Ich komme auf dieses Thema zu sprechen, weil ich eben diese Tonlage auch im Deutschen vernehme – nur unter jungen Menschen, versteht sich. Gestern, zum Beispiel, hörte ich einen Bericht im Radio über die Bischofskonferenz in Köln. Junge Katholiken wurden nach ihrer Meinung zum ungeschickten Bischof Williamson, dem Holocaustleugner, gefragt. Zunächst antworteten ein Student und eine Studentin auf die Frage. Beide redeten klar und – wie soll ich es sagen? – ganz „normal“. Dann sprach eine 15jährige Schülerin. Auch sie war nicht auf den Mund gefallen. Doch jeden Satz, den sie sprach, endete sie mit einer leichten Erhebung der Stimmlage, als würde sie eine Frage stellen anstatt eine zu beantworten.

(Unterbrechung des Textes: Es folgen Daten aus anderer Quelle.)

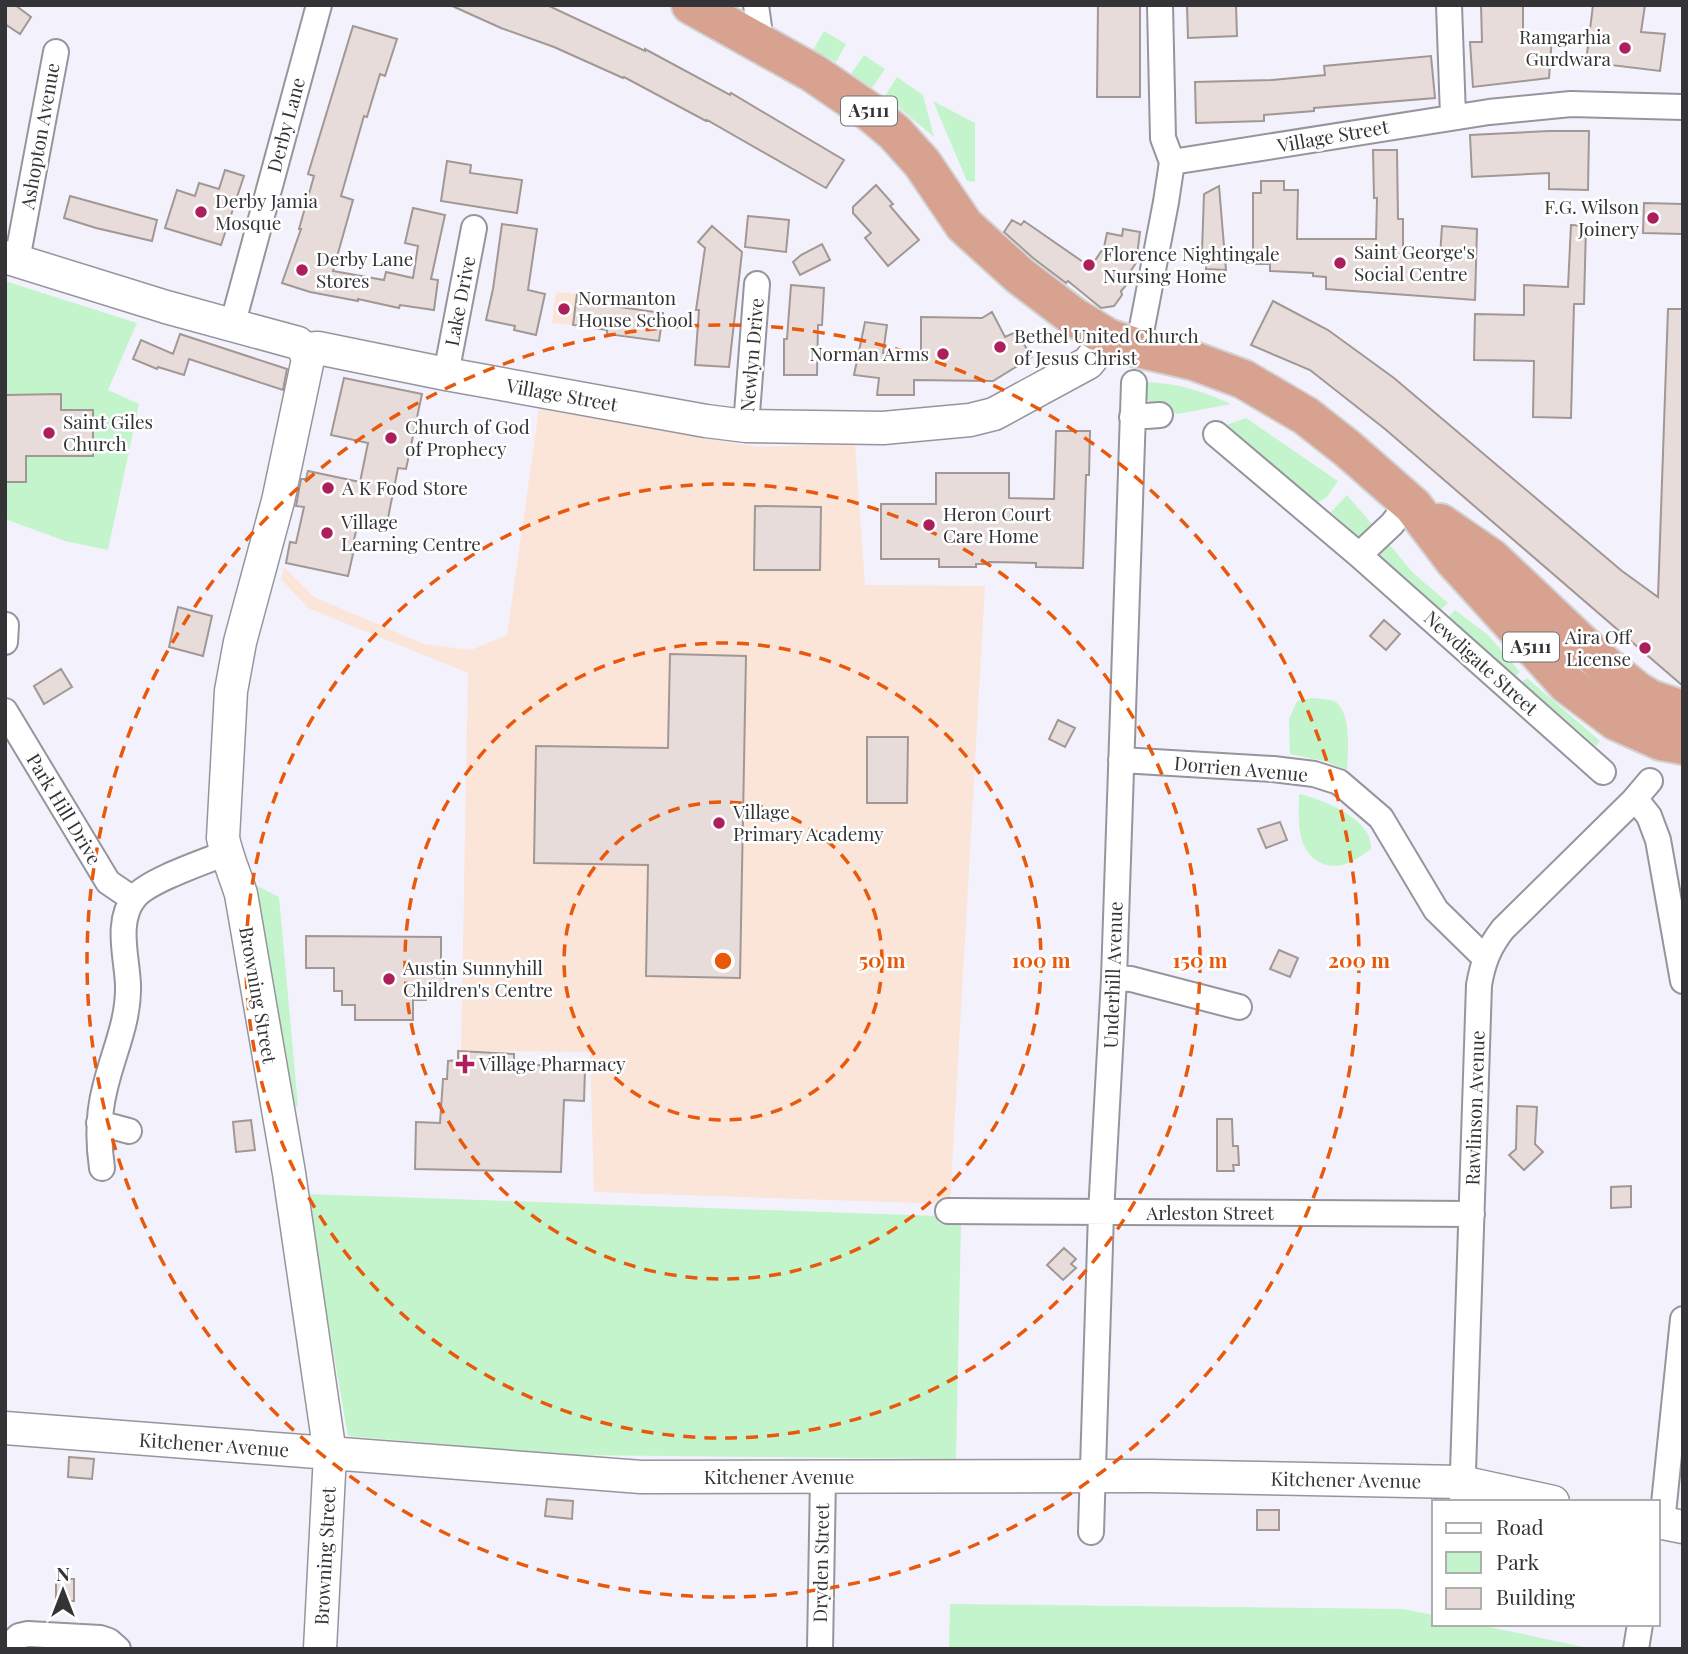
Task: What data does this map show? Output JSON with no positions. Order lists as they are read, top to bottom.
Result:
{
  "streets": {
    "highway": ["A5111"],
    "street": [
      "Derby Lane",
      "Ashopton Avenue",
      "Village Street",
      "Lake Drive",
      "Newlyn Drive",
      "Newdigate Street",
      "Dorrien Avenue",
      "Park Hill Drive",
      "Underhill Avenue",
      "Browning Street",
      "Rawlinson Avenue",
      "Arleston Street",
      "Kitchener Avenue",
      "Dryden Street"
    ]
  },
  "crossings": [
    ["A5111", "Village Street"],
    ["A5111", "Underhill Avenue"],
    ["Derby Lane", "Village Street"],
    ["Ashopton Avenue", "Village Street"],
    ["Village Street", "Lake Drive"],
    ["Village Street", "Newlyn Drive"],
    ["Village Street", "Underhill Avenue"],
    ["Village Street", "Browning Street"],
    ["Dorrien Avenue", "Underhill Avenue"],
    ["Dorrien Avenue", "Rawlinson Avenue"],
    ["Underhill Avenue", "Arleston Street"],
    ["Underhill Avenue", "Kitchener Avenue"],
    ["Browning Street", "Kitchener Avenue"],
    ["Rawlinson Avenue", "Arleston Street"],
    ["Rawlinson Avenue", "Kitchener Avenue"],
    ["Kitchener Avenue", "Dryden Street"]
  ],
  "places": {
    "other": [
      "Ramgarhia Gurdwara",
      "Derby Jamia Mosque",
      "F.G. Wilson Joinery",
      "Saint George's Social Centre",
      "Florence Nightingale Nursing Home",
      "Derby Lane Stores",
      "Normanton House School",
      "Bethel United Church of Jesus Christ",
      "Norman Arms",
      "Saint Giles Church",
      "Church of God of Prophecy",
      "A K Food Store",
      "Heron Court Care Home",
      "Village Learning Centre",
      "Aira Off License",
      "Village Primary Academy",
      "Austin Sunnyhill Children's Centre"
    ],
    "health": ["Village Pharmacy"]
  },
  "legend": ["Road", "Park", "Building"],
  "north": "top",
  "rings": [
    "50 m",
    "100 m",
    "150 m",
    "200 m"
  ]
}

Deshalb meine Frage: Werden Deutsch und Englisch künftig zu Tonsprachen wie Chinesisch? Erleben wir in der Gegenwart die ersten phonetischen Vorbereitungen zu einem künftigen Dinesischen oder Chinglischen? Notabene: Chinesisch ist nicht die einzige Tonsprache dieser Welt. Thai, Vietnamesisch, auch Schwedisch werden "vertont". Möglicherweise zählte auch das Altgriechische zu den Tonsprachen.

Eins steht jedenfalls fest: Während Sie diesen Text lesen, wird die Grundlage der deutschen Sprache des 22. Jahrhunderts in aller Ruhe vorbereitet. Kann man, soll man, was dafür oder dagegen unternehmen? Wenn Sie mich fragen: Das Beste, was man sich erhoffen kann, ist ein guter Platz in der ersten Reihe. Ich bin neugierig darauf?

Denglisch, nein Danke. Jetzt haben wir Wirtschaftskrise!

Neueste Nachricht: Deutsch sprechen ist wieder – wie soll ich’s sagen – „in“. Im Klartext: Denglisch ade.

Ich habe diese Botschaft – zwar etwas weniger überspitzt – in einem schönen Artikel der Autoren Sebastian Balzter und Julia Löhr in der Wochenendausgabe der FAZ (14./15. Februar 2009) aufgeklaubt. Darin erfährt man: Die deutschen Großfirmen besinnen sich wieder auf die Landessprache.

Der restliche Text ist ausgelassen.